- PROMPT
Transcribe all of the data exactly. Omit the pictures.

[Stored data entries]
>>>
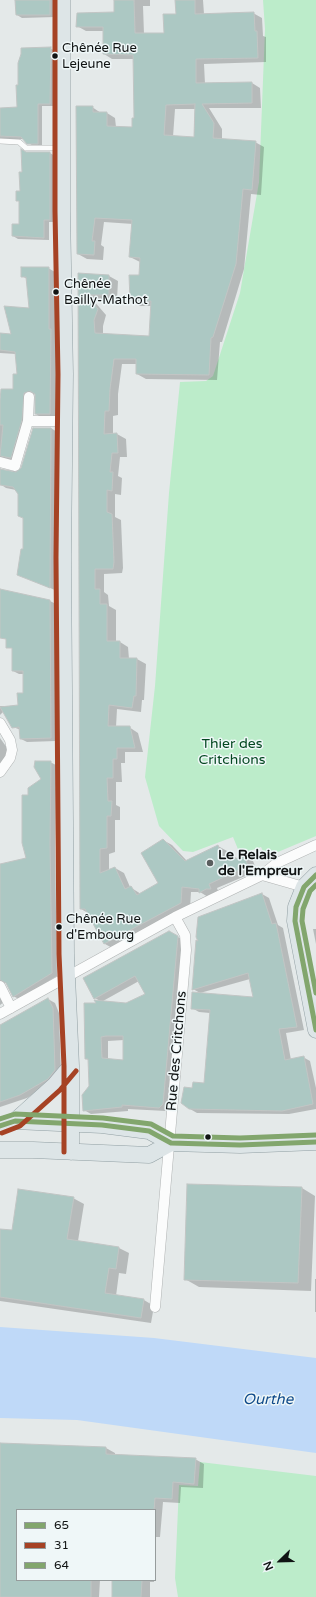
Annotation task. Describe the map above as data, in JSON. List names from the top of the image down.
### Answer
{
  "streets": {
    "street": ["Rue des Critchons"]
  },
  "water": ["Ourthe"],
  "parks": ["Thier des Critchions"],
  "places": [
    "Chênée Rue Lejeune",
    "Chênée Bailly-Mathot",
    "Le Relais de l'Empreur",
    "Chênée Rue d'Embourg"
  ],
  "lines": ["transit line 31", "transit line 65", "transit line 64"],
  "legend": ["65", "31", "64"],
  "north": "bottom left"
}
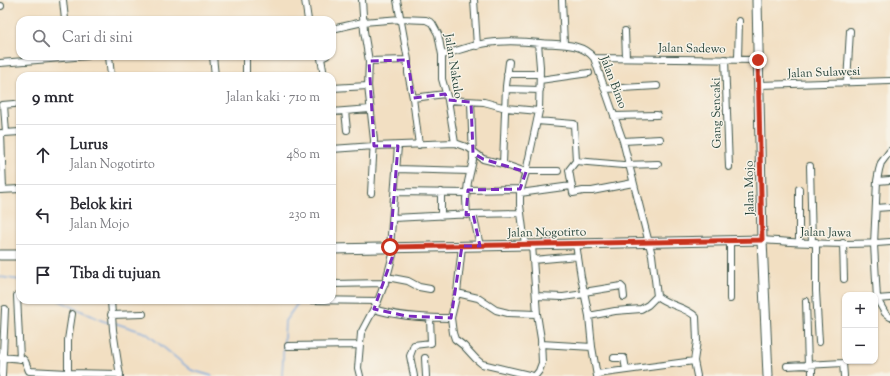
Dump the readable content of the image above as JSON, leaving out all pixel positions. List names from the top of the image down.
{
  "streets": {
    "street": [
      "Jalan Sadewo",
      "Jalan Nakulo",
      "Jalan Sulawesi",
      "Jalan Bimo",
      "Gang Sencaki",
      "Jalan Mojo",
      "Jalan Nogotirto",
      "Jalan Jawa"
    ]
  },
  "crossings": [
    ["Jalan Sadewo", "Jalan Bimo"],
    ["Jalan Sadewo", "Gang Sencaki"],
    ["Jalan Sadewo", "Jalan Mojo"],
    ["Jalan Nakulo", "Jalan Bimo"],
    ["Jalan Sulawesi", "Jalan Mojo"],
    ["Jalan Bimo", "Jalan Nogotirto"],
    ["Jalan Mojo", "Jalan Nogotirto"],
    ["Jalan Mojo", "Jalan Jawa"],
    ["Jalan Nogotirto", "Jalan Jawa"]
  ],
  "page": {
    "search": "Cari di sini",
    "heading": ["9 mnt", "Jalan kaki · 710 m"],
    "list": [
      ["Lurus", "Jalan Nogotirto", "480 m"],
      ["Belok kiri", "Jalan Mojo", "230 m"],
      "Tiba di tujuan"
    ],
    "map_buttons": ["+", "−"]
  }
}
<<<
- WRITTEN ANSWER
Annotation task. Describe the map above as data, in JSON. List names from the top of the image down.
### Answer
{
  "streets": {
    "street": ["Rue des Critchons"]
  },
  "water": ["Ourthe"],
  "parks": ["Thier des Critchions"],
  "places": [
    "Chênée Rue Lejeune",
    "Chênée Bailly-Mathot",
    "Le Relais de l'Empreur",
    "Chênée Rue d'Embourg"
  ],
  "lines": ["transit line 31", "transit line 65", "transit line 64"],
  "legend": ["65", "31", "64"],
  "north": "bottom left"
}
Dump the readable content of the image above as JSON, leaving out all pixel positions. List names from the top of the image down.
{
  "streets": {
    "street": [
      "Jalan Sadewo",
      "Jalan Nakulo",
      "Jalan Sulawesi",
      "Jalan Bimo",
      "Gang Sencaki",
      "Jalan Mojo",
      "Jalan Nogotirto",
      "Jalan Jawa"
    ]
  },
  "crossings": [
    ["Jalan Sadewo", "Jalan Bimo"],
    ["Jalan Sadewo", "Gang Sencaki"],
    ["Jalan Sadewo", "Jalan Mojo"],
    ["Jalan Nakulo", "Jalan Bimo"],
    ["Jalan Sulawesi", "Jalan Mojo"],
    ["Jalan Bimo", "Jalan Nogotirto"],
    ["Jalan Mojo", "Jalan Nogotirto"],
    ["Jalan Mojo", "Jalan Jawa"],
    ["Jalan Nogotirto", "Jalan Jawa"]
  ],
  "page": {
    "search": "Cari di sini",
    "heading": ["9 mnt", "Jalan kaki · 710 m"],
    "list": [
      ["Lurus", "Jalan Nogotirto", "480 m"],
      ["Belok kiri", "Jalan Mojo", "230 m"],
      "Tiba di tujuan"
    ],
    "map_buttons": ["+", "−"]
  }
}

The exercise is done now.